Suppose that you work in a Central Bank and you are asked to estimate a dynamic factor model (like in homework 2) with a quarterly variable and four monthly variables (all contemporaneous, not leading or lagging behavior, exactly like in Homework2). Following the MATLAB codes, seen in class, The matrix filter represents:
a The estimation of the unobserved components in period t with the information up to period t TRUE
b. The true value of the unobserved components
c. The Kalman gain
d. The transition Matrix
Solution
In reduced form we can write the Kalman Filter as:
\[ \begin{align*} y_t &= A'x_t + H'h_t +w_t \quad Observation \quad Eq. \\ h_{t+1} &= Fh_{t} + v_t \quad \quad \quad \quad \quad \quad \quad State\quad Eq. \end{align*} \]
Given some initial values for the filter and following the course’s notation, in each iteration the prediction follows:
\[ \begin{align*} h_{t|t-1}&= Fh_{t-1|t-1}\\ P_{t|t-1}&= FP_{t-1|t-1}F' + Q \end{align*} \]
The prediction is (assuming no exogenous variables):
\[ \hat{y}_{t|t-1}= H'\hat{h}_{t|t-1} \]
With forecast error:
\[ \begin{align*} \eta_{t|t-1}&= y_t - \hat{y}_{t|t-1}= y- H'\hat{h}_{t|t-1} \\ E[(y_t - \hat{y}_{t|t-1})(y_t - \hat{y}_{t|t-1})']&= HP_{t-1|t-1}H' + R \end{align*} \]
To make the notation more compact we can define the Kalman Gain as:
\[ K_t = P_{t|t-1}H(HP_{t-1|t-1}H' + R)^{-1} \]
Therefore the update of the unobserved component is just:
\[ \hat{h}_{t|t}= \hat{h}_{t|t-1} + K_t \eta_{t|t-1} \]
In the code we define the matrix filter
as:
filter(it,:) = beta11'
where beta11
is equal to: \(\hat{h}_{t|t}\)
Therefore, the matrix filter
is the estimation of the unobserved components in period t with the information up to period t
Solution
As we have seen in the solution above, we can define the matrix filter
as: filter(it,:) = beta11'
where beta11
is equal to: \(\hat{h}_{t|t}\). Therefore, each row of the matrix filter
is just the transpose of the matrix \(\hat{h}_{t|t}\) from the observation equation.
\[ \begin{align*} y_t &= A'x_t + H'h_t +w_t \quad Observation \quad Eq. \\ h_{t+1} &= Fh_{t} + v_t \quad \quad \quad \quad \quad \quad \quad State\quad Eq. \end{align*} \]

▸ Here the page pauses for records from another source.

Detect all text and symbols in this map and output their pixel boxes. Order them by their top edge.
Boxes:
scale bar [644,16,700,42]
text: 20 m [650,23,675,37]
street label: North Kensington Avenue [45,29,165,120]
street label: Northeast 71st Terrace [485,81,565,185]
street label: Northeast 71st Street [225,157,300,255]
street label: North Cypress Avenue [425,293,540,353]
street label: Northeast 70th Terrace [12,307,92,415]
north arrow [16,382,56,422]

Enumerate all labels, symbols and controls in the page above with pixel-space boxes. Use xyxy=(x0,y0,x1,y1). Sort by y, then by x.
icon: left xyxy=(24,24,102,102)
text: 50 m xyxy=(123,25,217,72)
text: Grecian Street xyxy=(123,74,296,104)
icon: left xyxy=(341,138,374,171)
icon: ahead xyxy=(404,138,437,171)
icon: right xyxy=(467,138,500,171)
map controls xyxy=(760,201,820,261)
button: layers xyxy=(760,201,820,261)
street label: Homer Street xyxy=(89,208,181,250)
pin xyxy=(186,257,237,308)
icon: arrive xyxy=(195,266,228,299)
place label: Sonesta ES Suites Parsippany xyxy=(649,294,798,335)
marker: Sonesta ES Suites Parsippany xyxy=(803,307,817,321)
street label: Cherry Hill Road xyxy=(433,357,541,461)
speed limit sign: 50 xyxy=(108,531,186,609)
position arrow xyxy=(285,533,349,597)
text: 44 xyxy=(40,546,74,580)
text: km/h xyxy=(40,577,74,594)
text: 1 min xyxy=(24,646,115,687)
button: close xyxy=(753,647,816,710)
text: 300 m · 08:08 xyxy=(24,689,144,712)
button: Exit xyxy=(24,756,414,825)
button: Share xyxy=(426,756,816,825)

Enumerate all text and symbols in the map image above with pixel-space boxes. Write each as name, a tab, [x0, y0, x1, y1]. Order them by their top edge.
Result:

For the example of the Homework 2, this matrix looks something like the transpose of the following matrix:
\[ h_t=\begin{bmatrix} f_{t}\\ f_{t-1}\\ \vdots \\ f_{t-11}\\ e_{1t} \\ e_{1t-1} \\ e_{2t} \\ e_{2t-1} \\ e_{3t} \\ e_{3t-1} \\ e_{4t} \\ e_{4t-1} \\ \end{bmatrix} \]

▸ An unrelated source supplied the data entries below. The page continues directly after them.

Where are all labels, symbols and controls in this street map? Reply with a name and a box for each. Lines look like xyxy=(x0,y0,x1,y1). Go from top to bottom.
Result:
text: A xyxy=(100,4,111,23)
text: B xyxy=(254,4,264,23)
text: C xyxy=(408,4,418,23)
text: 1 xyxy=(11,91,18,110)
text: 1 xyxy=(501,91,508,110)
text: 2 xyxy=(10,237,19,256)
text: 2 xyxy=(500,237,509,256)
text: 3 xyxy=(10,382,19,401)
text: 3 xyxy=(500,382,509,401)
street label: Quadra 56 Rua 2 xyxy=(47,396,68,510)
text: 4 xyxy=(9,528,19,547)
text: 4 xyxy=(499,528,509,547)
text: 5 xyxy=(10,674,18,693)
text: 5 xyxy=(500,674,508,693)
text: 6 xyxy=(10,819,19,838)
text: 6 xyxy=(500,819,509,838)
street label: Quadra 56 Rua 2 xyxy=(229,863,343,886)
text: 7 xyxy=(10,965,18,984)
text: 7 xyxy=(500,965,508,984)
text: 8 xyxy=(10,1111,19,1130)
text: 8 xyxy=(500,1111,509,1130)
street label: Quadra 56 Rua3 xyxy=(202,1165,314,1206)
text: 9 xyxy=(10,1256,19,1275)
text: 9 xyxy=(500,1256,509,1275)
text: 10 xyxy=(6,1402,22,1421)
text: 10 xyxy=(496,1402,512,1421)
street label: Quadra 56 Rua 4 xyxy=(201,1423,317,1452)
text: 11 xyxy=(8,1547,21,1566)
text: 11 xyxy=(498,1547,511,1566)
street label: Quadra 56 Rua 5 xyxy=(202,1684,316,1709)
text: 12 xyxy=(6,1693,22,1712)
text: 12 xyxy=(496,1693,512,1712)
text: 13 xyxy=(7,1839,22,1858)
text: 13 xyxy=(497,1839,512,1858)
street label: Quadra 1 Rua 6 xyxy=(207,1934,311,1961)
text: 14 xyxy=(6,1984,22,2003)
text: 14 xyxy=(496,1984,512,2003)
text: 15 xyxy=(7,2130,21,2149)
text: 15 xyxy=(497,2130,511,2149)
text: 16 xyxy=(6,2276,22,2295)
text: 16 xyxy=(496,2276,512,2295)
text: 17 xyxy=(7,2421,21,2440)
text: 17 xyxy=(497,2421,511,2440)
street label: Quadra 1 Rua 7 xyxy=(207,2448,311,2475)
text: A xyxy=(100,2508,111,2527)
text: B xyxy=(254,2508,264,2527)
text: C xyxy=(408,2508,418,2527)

The column of the matrix filter
starting from the left, represents the estimated factor, the second one the lag of the estimated factor, the third one the second lag and so on. If our matrix of raw data looks like this:
We can see that the last 3 raws (832 to 834) there is no new information added to our model. The conditional set remains the same, therefore our estimation of the factor remains the same, can not improve, worsen or change. No information, no update. As we can see below,filter(t,2)=filter(t-1,1)
for the rows t=833.
Solution
Intuition: we have normalized everything with mean zero. If everything is average, \(f_t =0\). If the factor is below 0, all we can say is that we are growing below average.
The model yields a monthly factor and we usually evaluate the economic growth in a quarterly basis according to the National Accounts System. For a monthly factor to estimate a quarterly series we can follow a procedure like this:
For a given quarter and month:
\[ Y^*_q = \frac{1}{3}y^*_t +\frac{2}{3}y^*_{t-1}+y^*_{t-2}+\frac{2}{3}y^*_{t-3}+\frac{1}{3}y^*_{t-4} \]

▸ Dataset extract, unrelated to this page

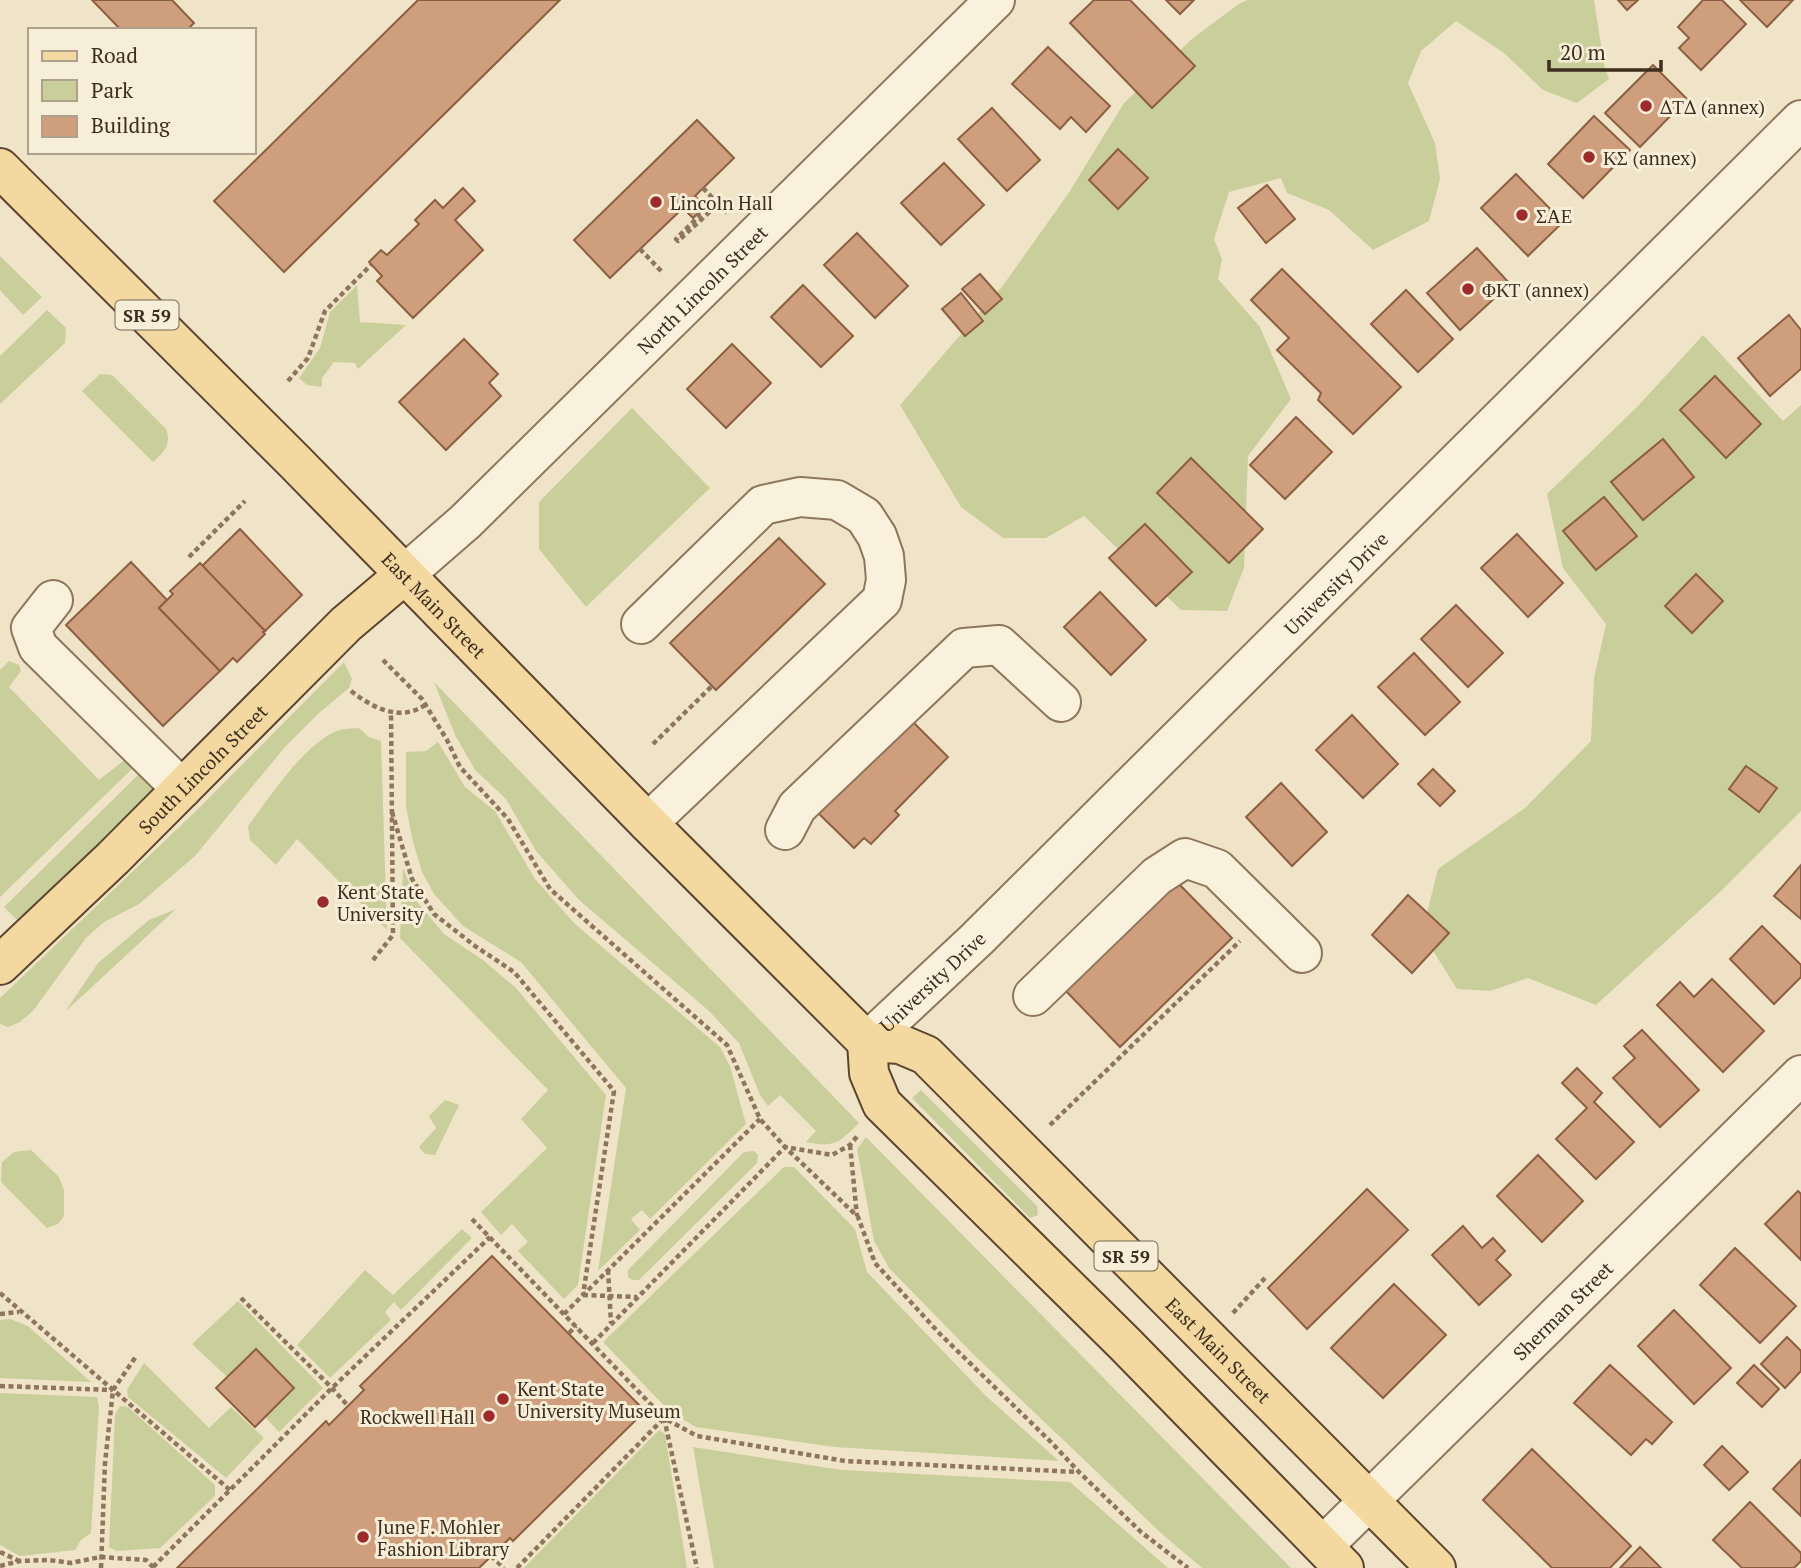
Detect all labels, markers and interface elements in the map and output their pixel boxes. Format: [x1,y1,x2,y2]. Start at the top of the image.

From this point we can compute the monthly factor as:
\[ Y^*_q = \frac{1}{3}f_t +\frac{2}{3}f_{t-1}+f_{t-2}+\frac{2}{3}f_{t-3}+\frac{1}{3}f_{t-4} \]
And the estimation just needs to add the error:
\[ \hat{Y}^*_q = \frac{1}{3}f_t +\frac{2}{3}f_{t-1}+f_{t-2}+\frac{2}{3}f_{t-3}+\frac{1}{3}f_{t-4} + \frac{1}{3}e_t +\frac{2}{3}e_{t-1}+e_{t-2}+\frac{2}{3}e_{t-3}+\frac{1}{3}e_{t-4} \]
Then, that filter(T,1)=-0.3
just means that \(f_t\) = -.3. The quaterly growth can be positive given that the factor estimate for April and May are: \(\frac{1}{3}f_t \leq\frac{2}{3}f_{t-1}+f_{t-2}\) and we have a positive carry over effect.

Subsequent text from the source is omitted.